End-to-End Abstractive NLP Pipeline (BART)

Complete MLOps pipeline for Abstractive Text Summarization using Hugging Face's BART-base model, fine-tuned on the scientific_papers/arxiv dataset. Features include structured training, ROUGE/BERTScore evaluation, and deployment to the Hugging Face Hub and Spaces.

Project Highlights

This project goes beyond a simple fine-tuning task, showcasing expertise in building reproducible, production-ready NLP systems:

Domain Specialization: Model is robustly fine-tuned on the scientific_papers/arxiv corpus (article $\rightarrow$ abstract), ensuring high-quality, domain-appropriate summarization.
Structured MLOps Pipeline: Features a clean src/ package structure with explicit stages (data ingestion, tokenization, training, evaluation, artifact management).
Reproducibility & Stability: Uses deterministic seeds, implements disk-cached datasets (for efficiency), pins dependency requirements, and provides specific stability flags for multi-OS support.
Comprehensive Evaluation: Utilizes both ROUGE-1/2/L (lexical overlap) and the advanced BERTScore (semantic similarity) to provide a complete view of model performance.
Deployment Ready: The fine-tuned model is versioned and hosted on the Hugging Face Hub (ashbix23/bart-summariser-model) and consumed by a public Gradio Space demo.
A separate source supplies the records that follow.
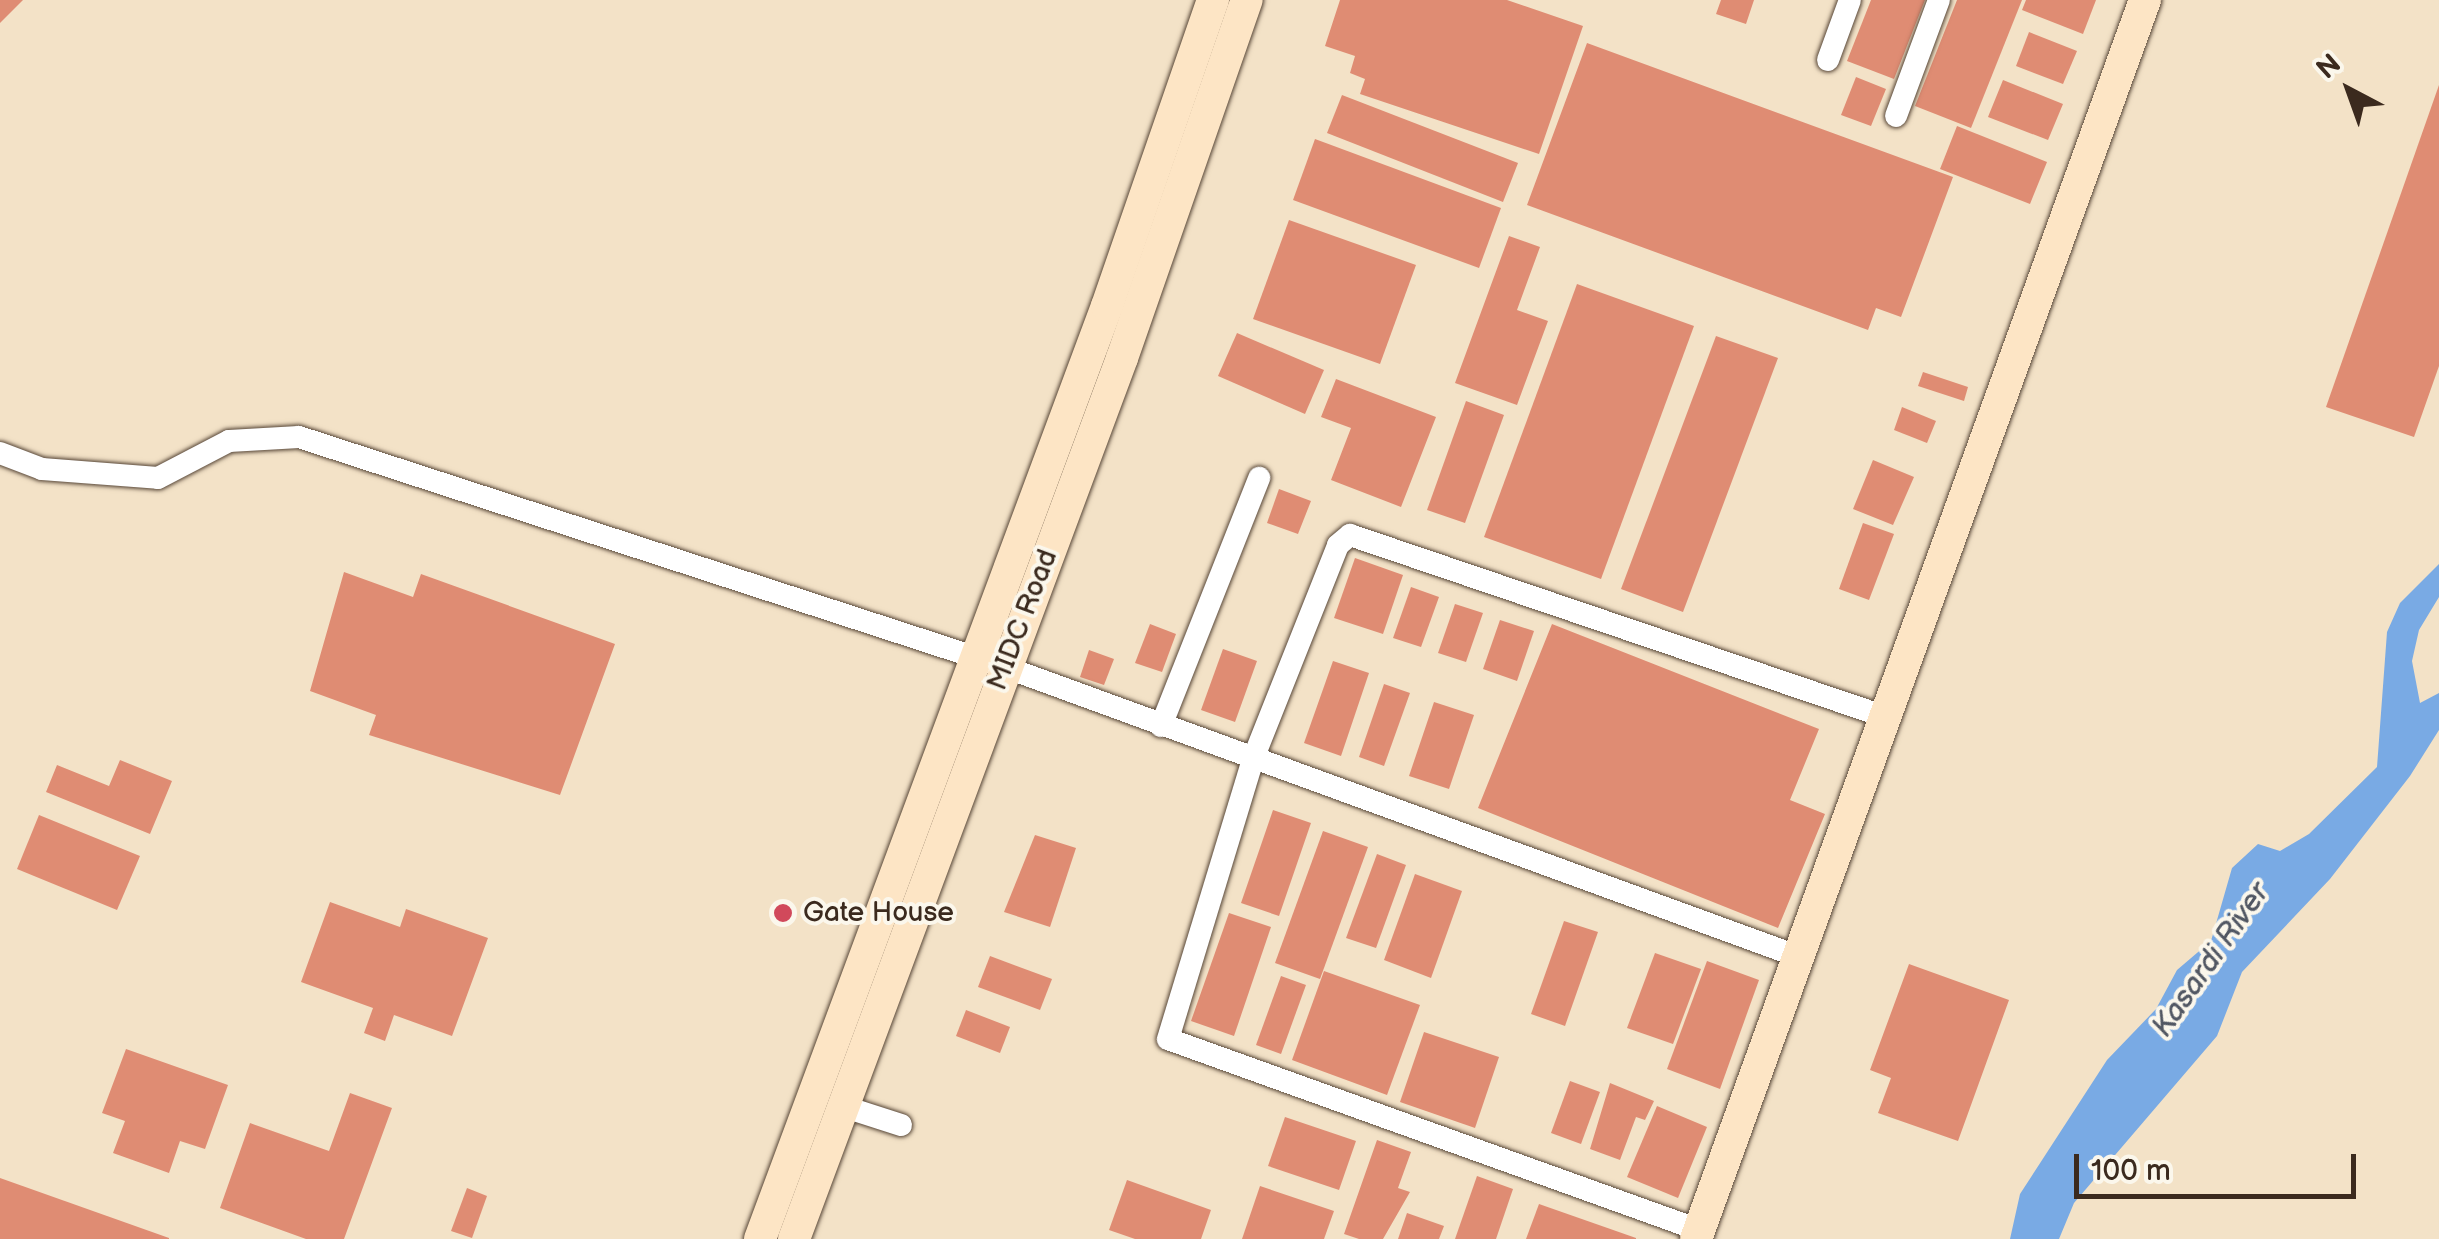 <!DOCTYPE html>
<style>
body{margin:0}
#map{position:relative;width:2439px;height:1239px;overflow:hidden;background:#f3e2c7;font-family:"Balsamiq Sans",sans-serif}
div>[style]{position:absolute}
.water>*{inset:0;background:#79aae4}
.building>*{inset:0;background:#df8c73}
.roads{filter:drop-shadow(0 0 2px #574637) drop-shadow(0 0 2px #574637)}
.street>*{height:22px;margin:-11px;padding:0 11px;transform-origin:11px;border-radius:11px;background:#fff}
.secondary>*{height:32px;margin:-16px;padding:0 16px;transform-origin:16px;border-radius:16px;background:#fde5c5}
.dots>*{width:28px;height:28px;translate:-50% -50%;box-sizing:border-box;border:5px solid #fbf7ec;border-radius:50%}
span{translate:-50% -50%;white-space:nowrap;text-align:center;line-height:1.15;-webkit-text-stroke:8px #fbf7ec;paint-order:stroke}
.street-label{font-size:28px;color:#3b2a1e}
.poi-label{font-size:28px;color:#3b2a1e}
.left{translate:0 -50%;text-align:left}
.water-label{font-size:30px;color:#515763;font-style:italic}
.north{position:absolute;left:2299px;top:40px;width:100px;height:100px;-webkit-text-stroke:8px #fbf7ec;paint-order:stroke;rotate:319deg;font-size:28px;font-weight:700;line-height:40px;text-align:center;color:#3b2a1e}
.north::after{content:'';display:block;margin:auto;width:35px;height:45px;background:#3b2a1e;clip-path:polygon(50% 0,100% 100%,50% 72%,0 100%)}
.scale{position:absolute;left:2074px;top:1154px;width:282px;height:45px;box-sizing:border-box;border:5px solid #3b2a1e;border-top:0;padding-left:12px;font-size:30px;line-height:35px;white-space:nowrap;color:#3b2a1e;-webkit-text-stroke:8px #fbf7ec;paint-order:stroke}
</style>
<div id="map">
<div class="water">
<i style="clip-path:polygon(2439px 564px,2439px 597px,2419px 630px,2412px 661px,2420px 703px,2439px 693px,2439px 730px,2410px 776px,2330px 879px,2242px 972px,2217px 1036px,2074px 1203px,2059px 1239px,2010px 1239px,2020px 1194px,2107px 1060px,2156px 1009px,2177px 970px,2211px 941px,2232px 868px,2258px 844px,2280px 851px,2309px 834px,2377px 767px,2387px 632px,2400px 603px)"></i>
</div>
<div class="building">
<i style="clip-path:polygon(0 0,23px 0,0 23px)"></i>
<i style="clip-path:polygon(1340px 0,1507px 0,1583px 26px,1539px 154px,1360px 94px,1365px 79px,1350px 73px,1355px 56px,1325px 46px)"></i>
<i style="clip-path:polygon(1721px 0,1754px 0,1746px 24px,1716px 14px)"></i>
<i style="clip-path:polygon(1871px 0,1925px 0,1894px 79px,1847px 61px)"></i>
<i style="clip-path:polygon(1957px 0,2022px 0,1971px 128px,1915px 106px)"></i>
<i style="clip-path:polygon(2026px 0,2096px 0,2083px 34px,2022px 10px)"></i>
<i style="clip-path:polygon(2029px 32px,2077px 51px,2063px 84px,2016px 66px)"></i>
<i style="clip-path:polygon(1587px 43px,1953px 177px,1901px 317px,1876px 308px,1868px 330px,1527px 205px)"></i>
<i style="clip-path:polygon(1856px 77px,1886px 89px,1871px 126px,1841px 115px)"></i>
<i style="clip-path:polygon(2003px 80px,2063px 104px,2048px 140px,1988px 117px)"></i>
<i style="clip-path:polygon(2439px 85px,2439px 366px,2414px 437px,2326px 407px)"></i>
<i style="clip-path:polygon(1342px 95px,1518px 163px,1503px 202px,1327px 133px)"></i>
<i style="clip-path:polygon(1957px 126px,2047px 162px,2030px 204px,1940px 169px)"></i>
<i style="clip-path:polygon(1315px 139px,1501px 208px,1479px 268px,1293px 200px)"></i>
<i style="clip-path:polygon(1289px 220px,1416px 265px,1380px 364px,1253px 319px)"></i>
<i style="clip-path:polygon(1509px 236px,1540px 247px,1517px 310px,1548px 321px,1517px 405px,1455px 383px)"></i>
<i style="clip-path:polygon(1577px 284px,1694px 326px,1601px 579px,1484px 537px)"></i>
<i style="clip-path:polygon(1237px 333px,1324px 370px,1305px 414px,1218px 376px)"></i>
<i style="clip-path:polygon(1716px 336px,1778px 358px,1683px 612px,1621px 589px)"></i>
<i style="clip-path:polygon(1923px 372px,1968px 387px,1964px 401px,1918px 386px)"></i>
<i style="clip-path:polygon(1336px 379px,1436px 417px,1401px 507px,1331px 480px,1351px 428px,1321px 417px)"></i>
<i style="clip-path:polygon(1466px 401px,1504px 415px,1465px 523px,1427px 510px)"></i>
<i style="clip-path:polygon(1902px 407px,1936px 421px,1927px 443px,1894px 430px)"></i>
<i style="clip-path:polygon(1873px 460px,1914px 477px,1893px 525px,1853px 509px)"></i>
<i style="clip-path:polygon(1279px 489px,1311px 501px,1298px 534px,1267px 523px)"></i>
<i style="clip-path:polygon(1863px 523px,1894px 534px,1869px 600px,1839px 589px)"></i>
<i style="clip-path:polygon(1355px 558px,1403px 575px,1383px 634px,1334px 618px)"></i>
<i style="clip-path:polygon(344px 572px,413px 597px,421px 574px,615px 644px,560px 795px,369px 735px,376px 715px,310px 691px)"></i>
<i style="clip-path:polygon(1411px 587px,1439px 597px,1421px 647px,1393px 638px)"></i>
<i style="clip-path:polygon(1455px 604px,1483px 613px,1466px 662px,1438px 653px)"></i>
<i style="clip-path:polygon(1500px 620px,1534px 631px,1517px 681px,1483px 669px)"></i>
<i style="clip-path:polygon(1150px 624px,1176px 634px,1162px 672px,1135px 663px)"></i>
<i style="clip-path:polygon(1552px 624px,1819px 729px,1790px 800px,1825px 814px,1778px 928px,1478px 808px)"></i>
<i style="clip-path:polygon(1223px 649px,1257px 661px,1235px 722px,1201px 710px)"></i>
<i style="clip-path:polygon(1089px 650px,1114px 659px,1104px 685px,1080px 677px)"></i>
<i style="clip-path:polygon(1333px 661px,1369px 673px,1341px 756px,1304px 743px)"></i>
<i style="clip-path:polygon(1384px 684px,1410px 693px,1384px 766px,1359px 757px)"></i>
<i style="clip-path:polygon(1434px 702px,1474px 715px,1449px 789px,1409px 776px)"></i>
<i style="clip-path:polygon(120px 760px,172px 781px,150px 834px,46px 792px,57px 765px,109px 786px)"></i>
<i style="clip-path:polygon(1273px 810px,1311px 823px,1279px 916px,1241px 903px)"></i>
<i style="clip-path:polygon(39px 815px,140px 856px,117px 910px,17px 869px)"></i>
<i style="clip-path:polygon(1323px 831px,1368px 847px,1320px 979px,1275px 963px)"></i>
<i style="clip-path:polygon(1035px 835px,1076px 848px,1050px 927px,1004px 912px)"></i>
<i style="clip-path:polygon(1377px 854px,1406px 865px,1376px 948px,1346px 938px)"></i>
<i style="clip-path:polygon(1415px 874px,1462px 891px,1431px 978px,1384px 960px)"></i>
<i style="clip-path:polygon(330px 902px,400px 927px,406px 909px,488px 938px,452px 1036px,394px 1015px,385px 1041px,364px 1033px,373px 1008px,301px 982px)"></i>
<i style="clip-path:polygon(1229px 913px,1271px 927px,1234px 1036px,1191px 1021px)"></i>
<i style="clip-path:polygon(1564px 921px,1598px 932px,1565px 1026px,1531px 1014px)"></i>
<i style="clip-path:polygon(1655px 953px,1701px 969px,1673px 1044px,1627px 1028px)"></i>
<i style="clip-path:polygon(990px 956px,1052px 979px,1040px 1010px,978px 987px)"></i>
<i style="clip-path:polygon(1707px 961px,1759px 980px,1720px 1089px,1667px 1069px)"></i>
<i style="clip-path:polygon(1909px 964px,2009px 1000px,1958px 1141px,1878px 1113px,1891px 1078px,1870px 1070px)"></i>
<i style="clip-path:polygon(1324px 971px,1420px 1005px,1387px 1095px,1292px 1060px)"></i>
<i style="clip-path:polygon(1281px 976px,1306px 985px,1281px 1054px,1256px 1045px)"></i>
<i style="clip-path:polygon(966px 1010px,1010px 1027px,1000px 1053px,956px 1036px)"></i>
<i style="clip-path:polygon(1424px 1032px,1499px 1057px,1475px 1128px,1400px 1102px)"></i>
<i style="clip-path:polygon(126px 1049px,228px 1085px,205px 1149px,180px 1141px,169px 1173px,113px 1153px,125px 1121px,102px 1113px)"></i>
<i style="clip-path:polygon(1570px 1081px,1600px 1092px,1581px 1144px,1551px 1133px)"></i>
<i style="clip-path:polygon(1610px 1083px,1654px 1101px,1645px 1120px,1636px 1117px,1620px 1160px,1590px 1149px)"></i>
<i style="clip-path:polygon(350px 1093px,392px 1108px,344px 1239px,306px 1239px,220px 1208px,250px 1123px,329px 1151px)"></i>
<i style="clip-path:polygon(1657px 1106px,1707px 1127px,1678px 1198px,1627px 1177px)"></i>
<i style="clip-path:polygon(1285px 1117px,1356px 1141px,1339px 1190px,1268px 1166px)"></i>
<i style="clip-path:polygon(1377px 1140px,1411px 1152px,1398px 1188px,1410px 1192px,1383px 1239px,1359px 1239px,1344px 1234px)"></i>
<i style="clip-path:polygon(1477px 1176px,1513px 1189px,1496px 1239px,1455px 1239px)"></i>
<i style="clip-path:polygon(0 1178px,169px 1238px,169px 1239px,0 1239px)"></i>
<i style="clip-path:polygon(1127px 1180px,1211px 1210px,1201px 1239px,1135px 1239px,1109px 1230px)"></i>
<i style="clip-path:polygon(1260px 1186px,1334px 1211px,1324px 1239px,1242px 1239px)"></i>
<i style="clip-path:polygon(467px 1188px,487px 1196px,472px 1238px,451px 1231px)"></i>
<i style="clip-path:polygon(1539px 1204px,1636px 1238px,1636px 1239px,1526px 1239px)"></i>
<i style="clip-path:polygon(1407px 1213px,1444px 1226px,1439px 1239px,1398px 1239px)"></i>
</div>
<div class="roads">
<div class="street">
<i style="left:1828px;top:60px;width:64px;rotate:-69.9deg"></i>
<i style="left:1896px;top:116px;width:124px;rotate:-69.7deg"></i>
<i style="left:0;top:453px;width:45px;rotate:20.9deg"></i>
<i style="left:42px;top:469px;width:116px;rotate:4.4deg"></i>
<i style="left:158px;top:478px;width:80px;rotate:-27.5deg"></i>
<i style="left:229px;top:441px;width:70px;rotate:-3.3deg"></i>
<i style="left:299px;top:437px;width:743px;rotate:18.04deg"></i>
<i style="left:1005px;top:667px;width:843px;rotate:20.05deg"></i>
<i style="left:1161px;top:726px;width:267px;rotate:-68.4deg"></i>
<i style="left:842px;top:1106px;width:62px;rotate:17.9deg"></i>
<i style="left:1699px;top:1230px;width:564px;rotate:-160.22deg"></i>
<i style="left:1168px;top:1039px;width:293px;rotate:-73.1deg"></i>
<i style="left:1253px;top:759px;width:230px;rotate:-68.3deg"></i>
<i style="left:1338px;top:545px;width:16px;rotate:-40deg"></i>
<i style="left:1350px;top:535px;width:563px;rotate:18.76deg"></i>
</div>
<div class="secondary">
<i style="left:760px;top:1239px;width:995px;rotate:-69.6deg"></i>
<i style="left:1107px;top:306px;width:324px;rotate:-70.9deg"></i>
<i style="left:794px;top:1239px;width:940px;rotate:-69.58deg"></i>
<i style="left:1122px;top:358px;width:379px;rotate:-70.8deg"></i>
<i style="left:1696px;top:1239px;width:1318px;rotate:-70.08deg"></i>
</div>
</div>
<div class="dots">
<i style="left:783px;top:913px;background:#d1495b"></i>
</div>
<div class="street-label">
<span style="left:1023px;top:620px;rotate:-69deg">MIDC Road</span>
</div>
<div class="poi-label">
<span class="left" style="left:803px;top:913px">Gate House</span>
</div>
<div class="water-label">
<span style="left:2211px;top:960px;rotate:-55deg">Kasardi River</span>
</div>
<div class="north">N</div>
<div class="scale">100 m</div>
</div>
Quick Links (Deployment Artifacts)

Resource	Value	Link (Username: `ashbix23`)
Hosted Model	Model Checkpoint & Versioning	`ashbix23/bart-summariser-model`
Interactive Demo	Live Gradio Deployment	`ashbix23/text-summarisation-hf`

Evaluation Results (Validation Subset)

Evaluation was performed on a validation subset after fine-tuning on a 40k train / 4k val slice, a common practice for rapid iteration and establishing a strong baseline.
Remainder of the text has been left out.